The Commission is given power in section 3 (a) (13) to exempt securities "by such rules and regulations as it deems necessary or appropriate in the public interest or for the protection of investors.' The power thus to grant exemptions is no more difficult to sustain than the power to make affirmative regulations. The Supreme Court has upheld the validity of the delegation of power to a commission to grant exemptions from a zoning ordinance, and it does not appear that the standards for such exemption were prescribed by the statute with as much definiteness as in the present bill. Coriab v. Fox (274 U.S., 603).

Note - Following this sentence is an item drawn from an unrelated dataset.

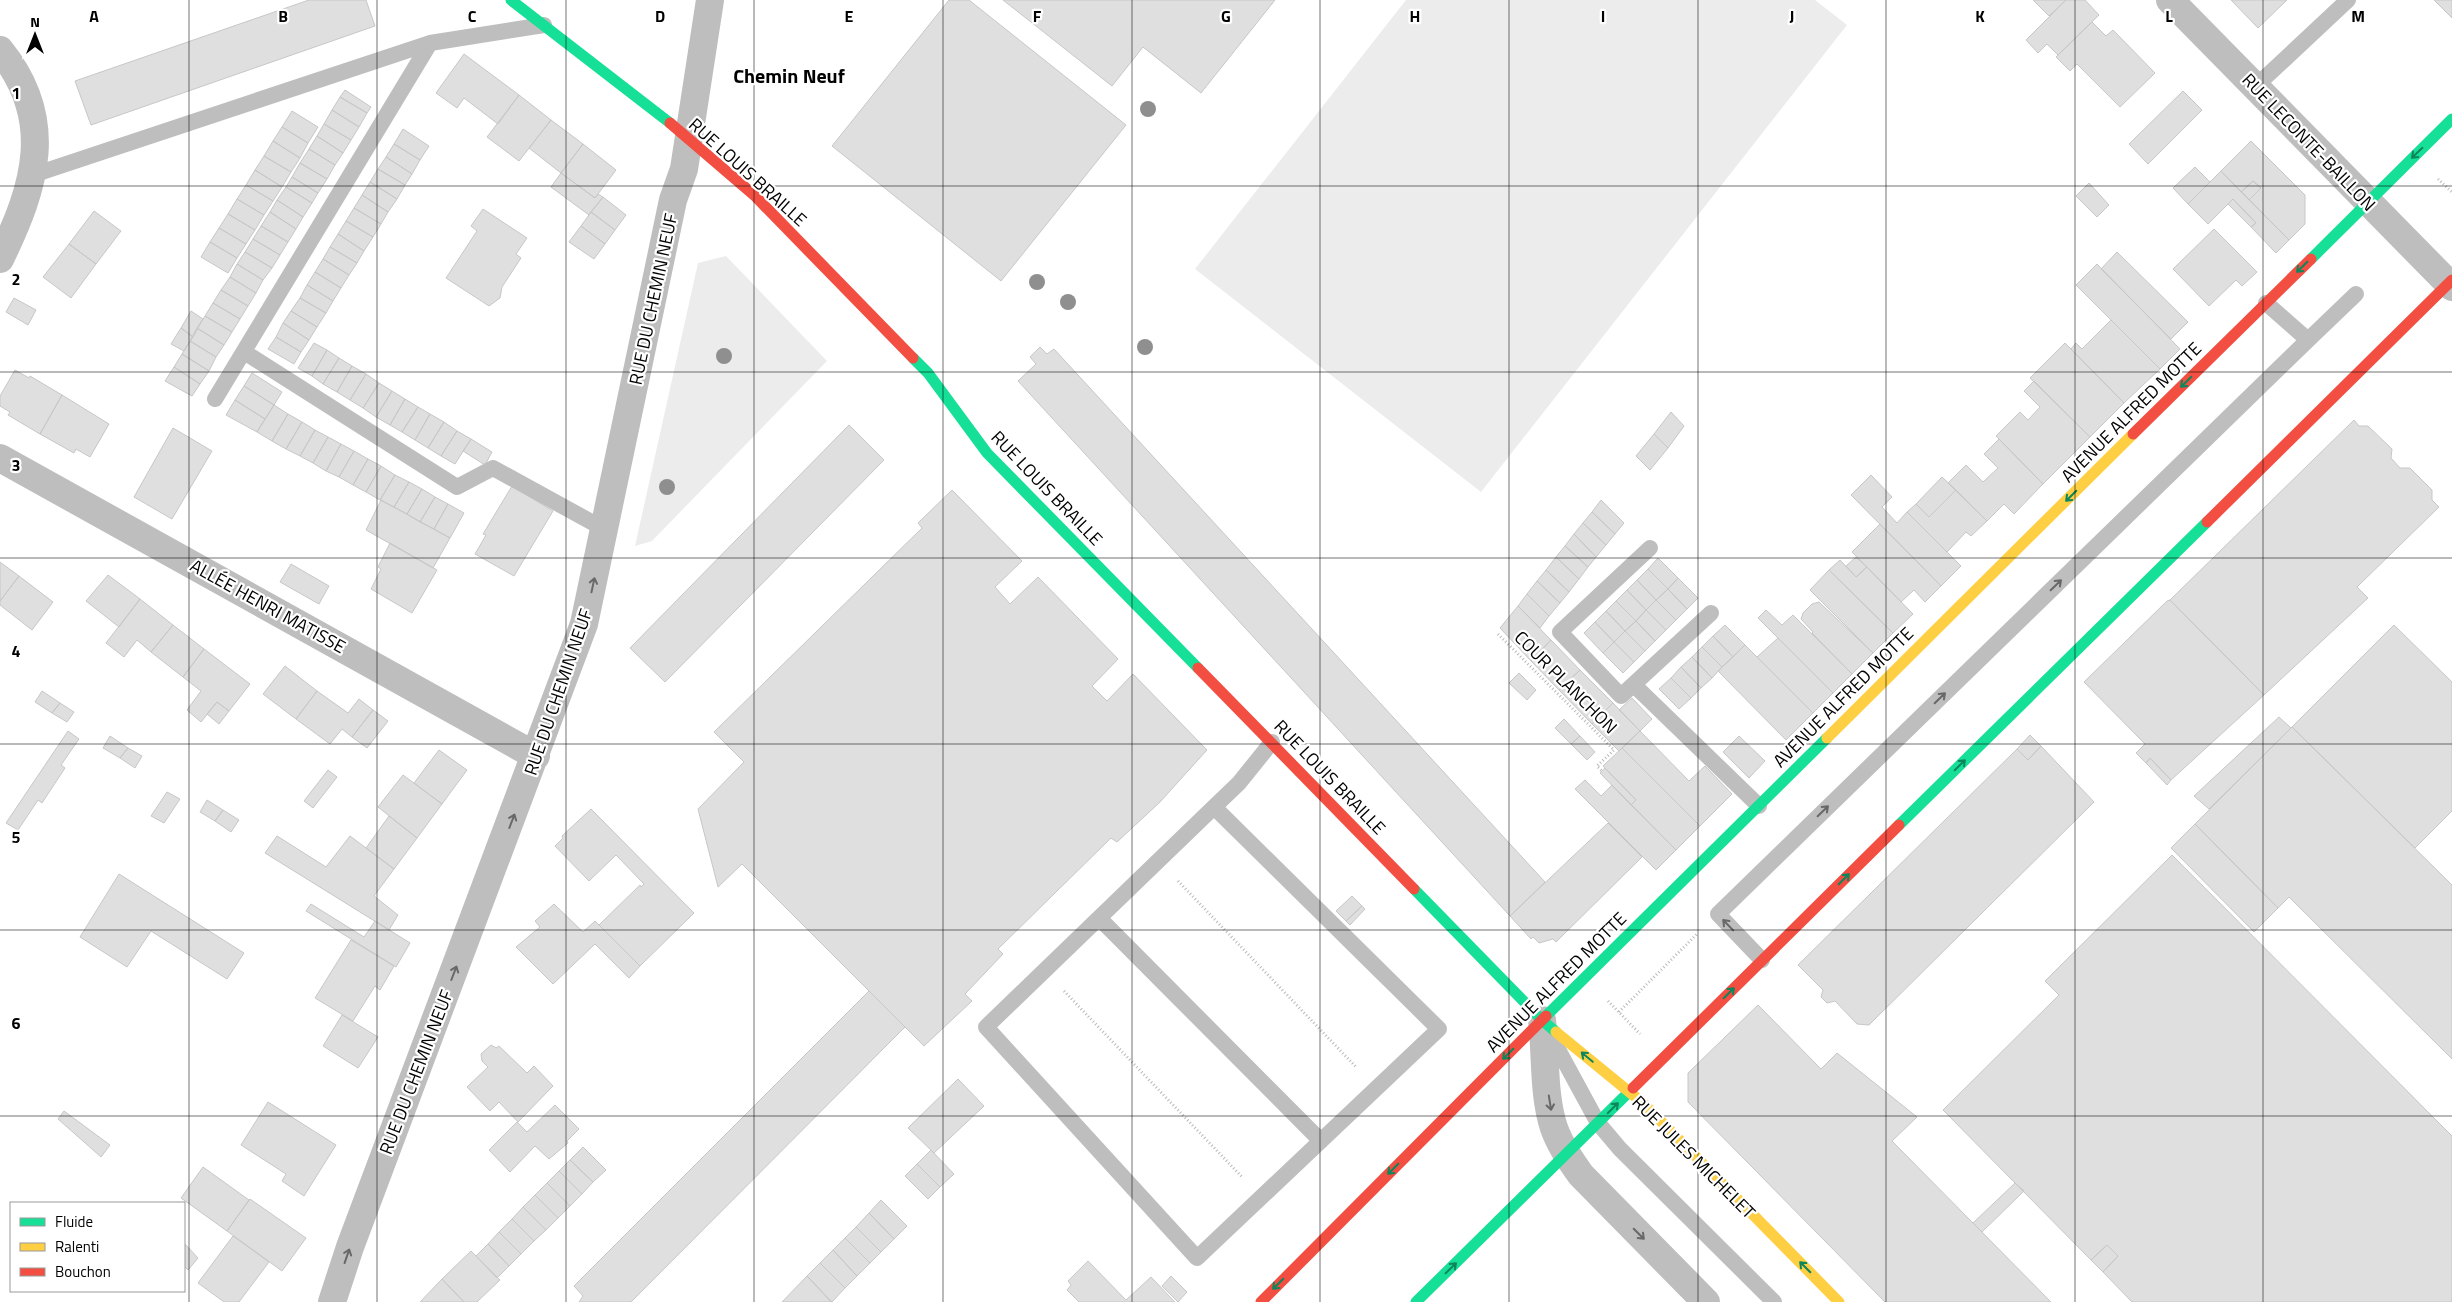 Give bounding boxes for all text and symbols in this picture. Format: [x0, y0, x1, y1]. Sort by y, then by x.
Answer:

In any case, moreover, regardless of the language of the statute, an exercise of power by the Commission may be subject to review in the courts. If the exercise of power is found to be arbitrary or capricious, the language of the statute will not save the action from reversal. Likewise, a reasonable exercise of power will be upheld even though the statute might not in terins forbid an unconstitutional exercise by the Commission. When the constitutionality of a law or an administrative act is challenged, the complainant must show not only that he is affected by it, but that as applied to him in the case at bar it is unconstitutional. It is not enough that it might possibly be unconstitutional in other circumstances or as applied to other persons, See Albany County v. Stanley (105 U.S. 315, 514); Roberts & Co. v. Emmerson (271 U.S. 50, 54, 55); Liberty Warehouse Co. v. Burley Tobacco Growers' Cooperative Marketing Association (276 U.S. 71, 88).
In short, the delegation of power to the Commission is valid because adequate standards are prescribed for its action. And the constitutionality of particular regulations promulgated by the Commission must depend upon their reasonableness in a given set of circumstances; a statute cannot control in the decision of such questions.
It is well settled, moreover, that violation of an administrative regulation may be declared by statute to be a crime. See United States v. Grimaud (220 U.S. 506).
VI. PARTICULAR PROVISIONS OF THE BILL
A number of provisions in the bill necessarily go beyond the regulation of transactions immediately on the exchanges. Many of these provisions may be sustained, as has been shown, by virtue of the power of Congress over the mails and other instruments of interstate commerce. This is true of the sections, for example, on proxies and over-counter markets. But there is an independent ground upon which all these provisions must be held constitutional. The test of their validity is the appropriateness, in the reasonable judgment of the legislature, to accomplish the principal purposes sought to be achieved by the bill as a whole. The underlying purpose of the bill is to assure a sound, fair, and honest market for securities. This purpose, as we have seen, is within the legitimate powers of Congress. It remains to indicate the appropriateness of specific provisions to this central end.
Certain of the provisions are necessary in order to prevent simple evasion of the central requirements in the bill. Thus, for example, the provision in section 6 (a against loans by brokers on unlisted securities is essential in order that the margin requirements on list securities can be effectively enforced. Section 6 (a) prevents the confusion of collateral on a loan, which would enable & broker to lend more than the maximum amount on listed securities under the guise of partial collateral in the form of unlisted securities. In addition, section 6 (a) tends to prevent a trend away from the listing of securities and so away from the salutary listing requirements. Similarly, the application of margin, segregation, and borrowing requirements to persons doing business in securities through the medium of an exchange member closes what would otherwise be an easy avenue of escape from the regulations imposed on exchange members themselves.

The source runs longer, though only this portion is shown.